Task goal => Among the records that follow, find each line holding the word "labels" and copy it.

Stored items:
##############################

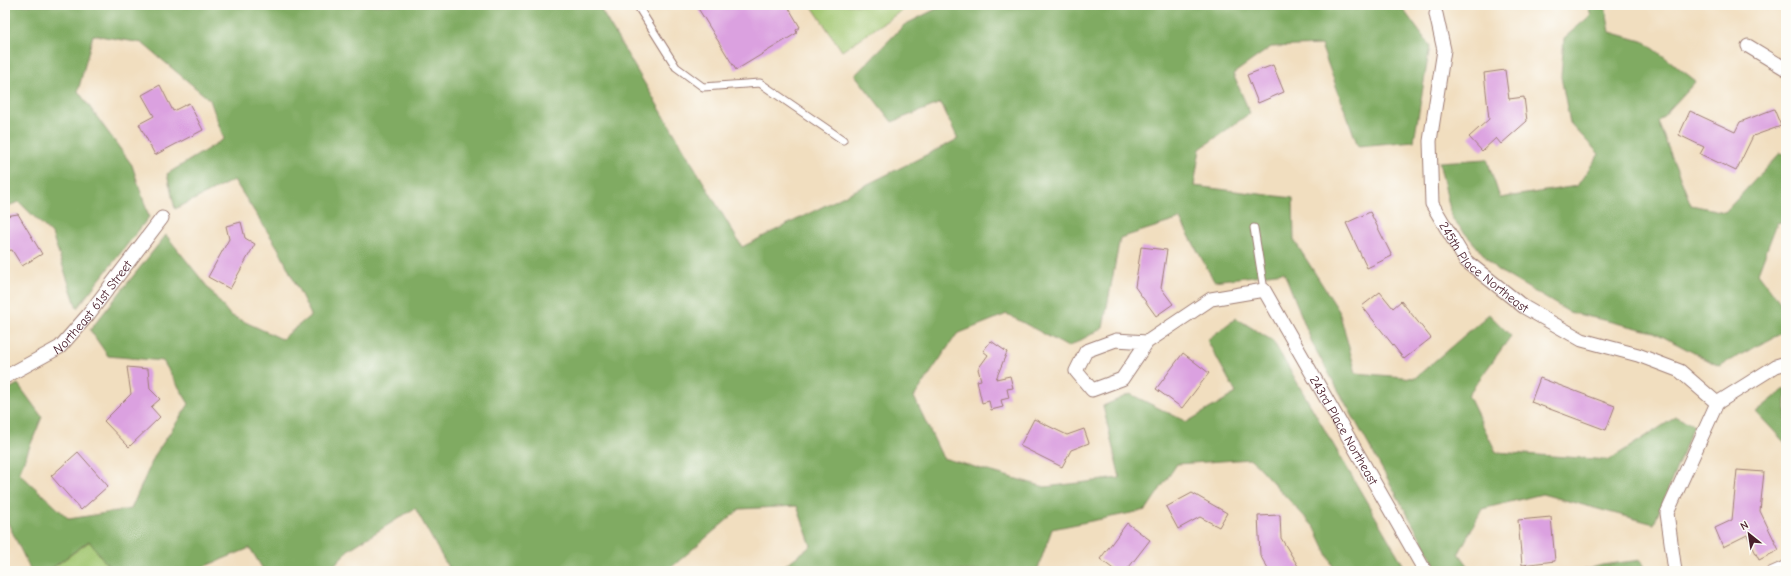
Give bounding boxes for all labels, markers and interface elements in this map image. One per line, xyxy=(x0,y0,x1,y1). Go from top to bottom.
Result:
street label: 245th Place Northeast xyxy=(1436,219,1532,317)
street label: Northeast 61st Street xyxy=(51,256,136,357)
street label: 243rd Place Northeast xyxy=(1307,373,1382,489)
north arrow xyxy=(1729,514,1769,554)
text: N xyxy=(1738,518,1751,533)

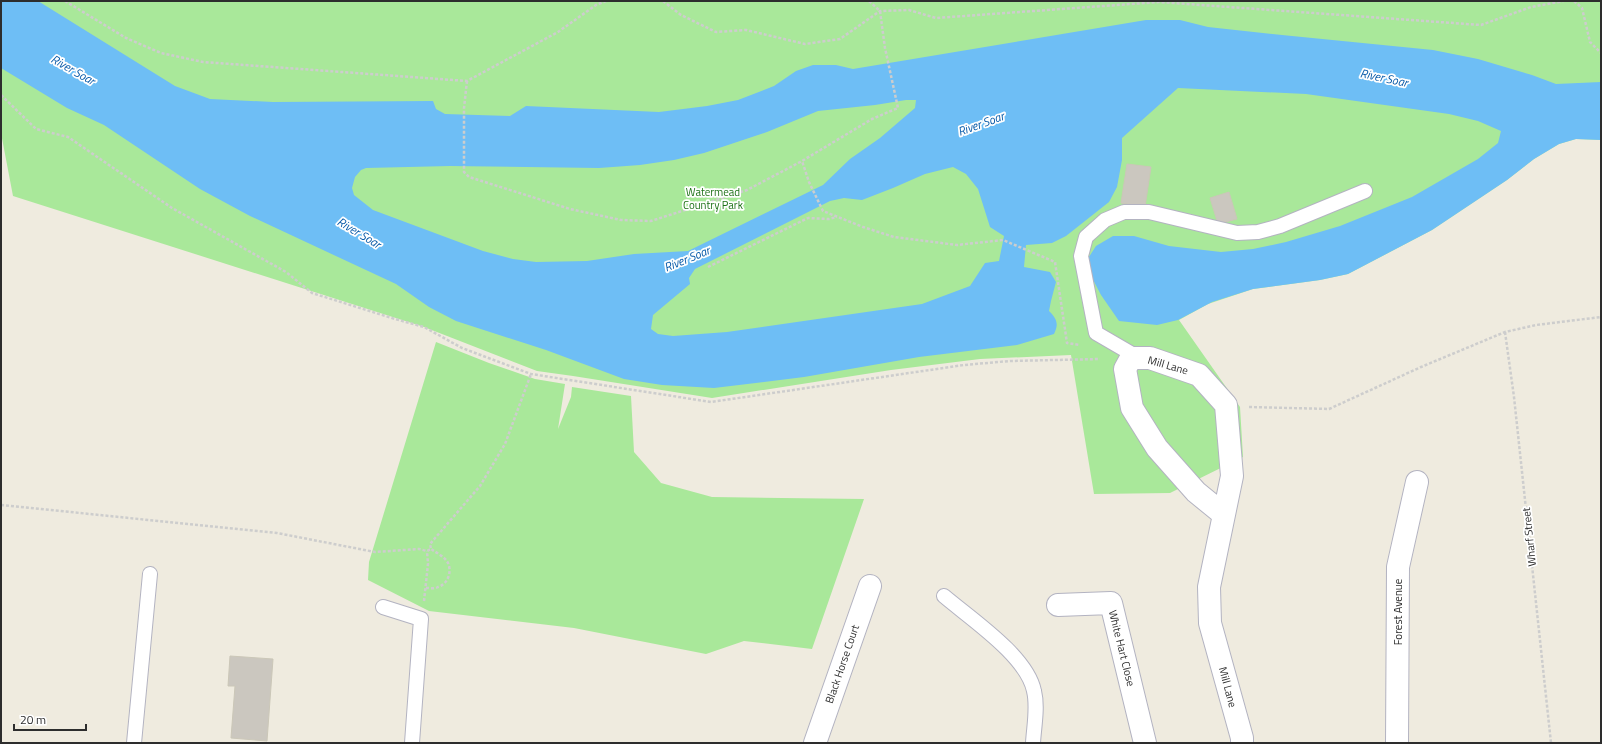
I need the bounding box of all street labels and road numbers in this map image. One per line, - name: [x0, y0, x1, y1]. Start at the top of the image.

##############################

Expected answer =>
Give bounding boxes for all labels, markers and interface elements in this map image. One per line, xyxy=(x0,y0,x1,y1). Go from top to bottom.
I need the bounding box of all street labels and road numbers in this map image. One per line, - name: [x0, y0, x1, y1]. Start at the top of the image.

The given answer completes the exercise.